But Gordon makes one observation that doesn’t translate to transit well.  In debates about what to build in a city, the classic meeting-dominating character, captured in this immortal McSweeney’s satire, is older, whiter, and more prosperous than the general population.

In my experience, this is true of debates about transit infrastructure, but not in debates about transit service.  When we are working on a redesign of a bus network, and the plan doesn’t have an obvious infrastructure impact, the vast majority of fortunate people just don’t care.  No matter how profoundly we are transforming access to opportunity in a city, most fortunate people, including most elected officials, only care if we propose to build something.  (I can’t begin to express how frustrating this is.)

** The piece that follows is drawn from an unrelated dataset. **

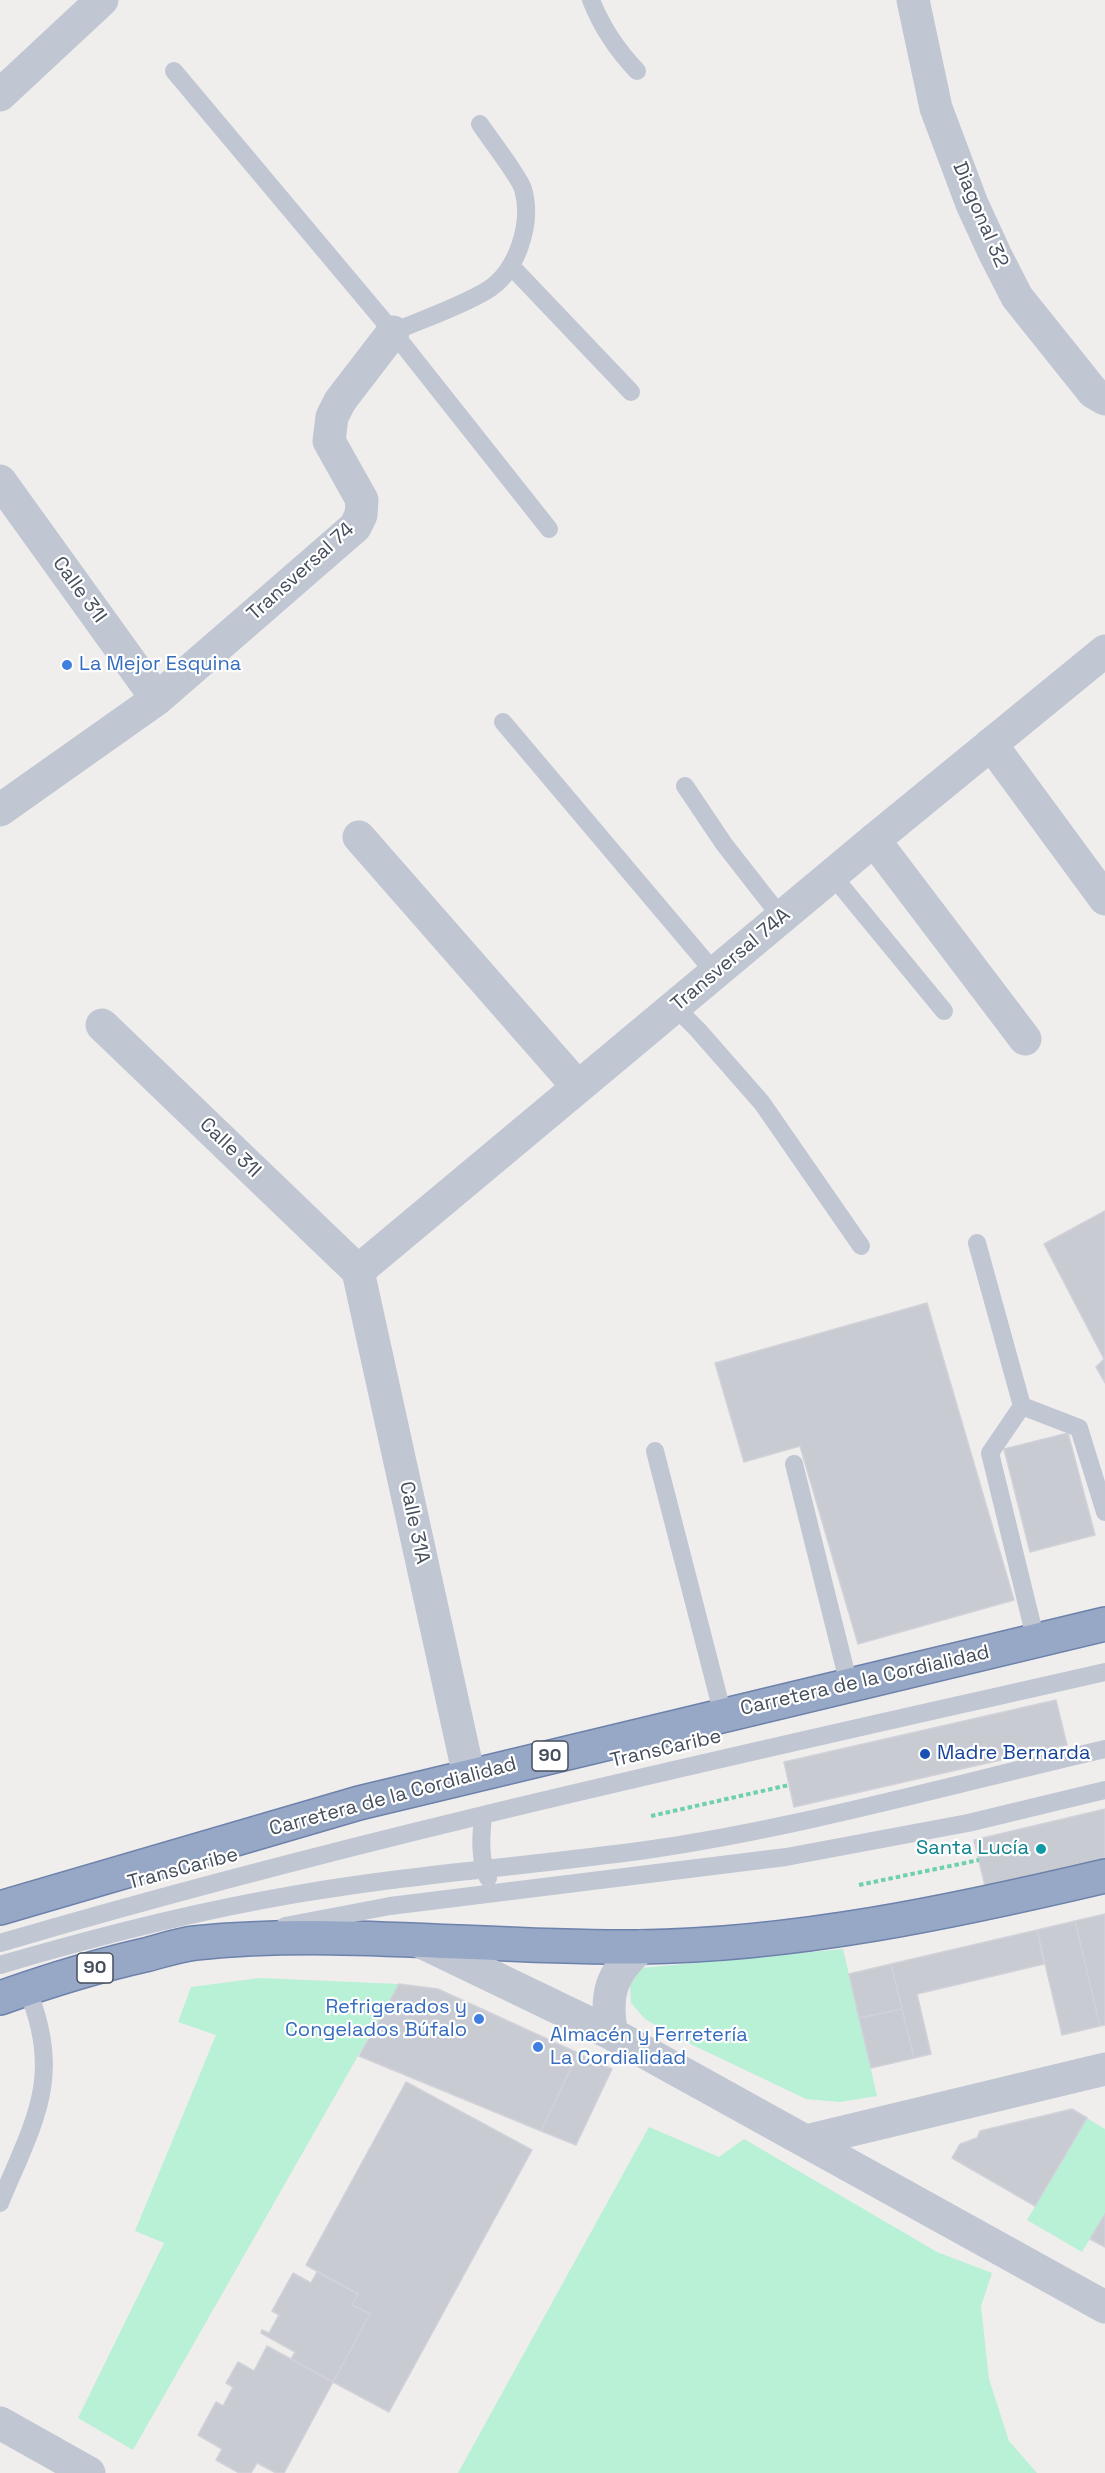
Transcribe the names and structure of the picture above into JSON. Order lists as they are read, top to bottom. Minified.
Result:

So the public meeting on a transit network redesign tends to be dominated by current users of the bus service.  These folks are not whiter or wealthier than the general population.  Many depend on the bus service.  Now they have been told that their bus route may change, sometimes by people spreading incomplete information.  They’re used to their route as it is, so they assume any change is bad.  So they make the considerable sacrifices needed to go to a public meeting and speak up.  And like many people with their backs against the wall, they often scream.

I don’t blame them.  If I were in their shoes, and had been told what some of them had been told, I would do the same.  But this makes it hard to work through things with them, to explain, for example, why the trip they make is still possible, and maybe even better, even if it’s changed in some way.  Transit planners do this hard work all the time, customer by customer.  And still they get a lot of abuse, which sometimes causes good ones to leave the profession.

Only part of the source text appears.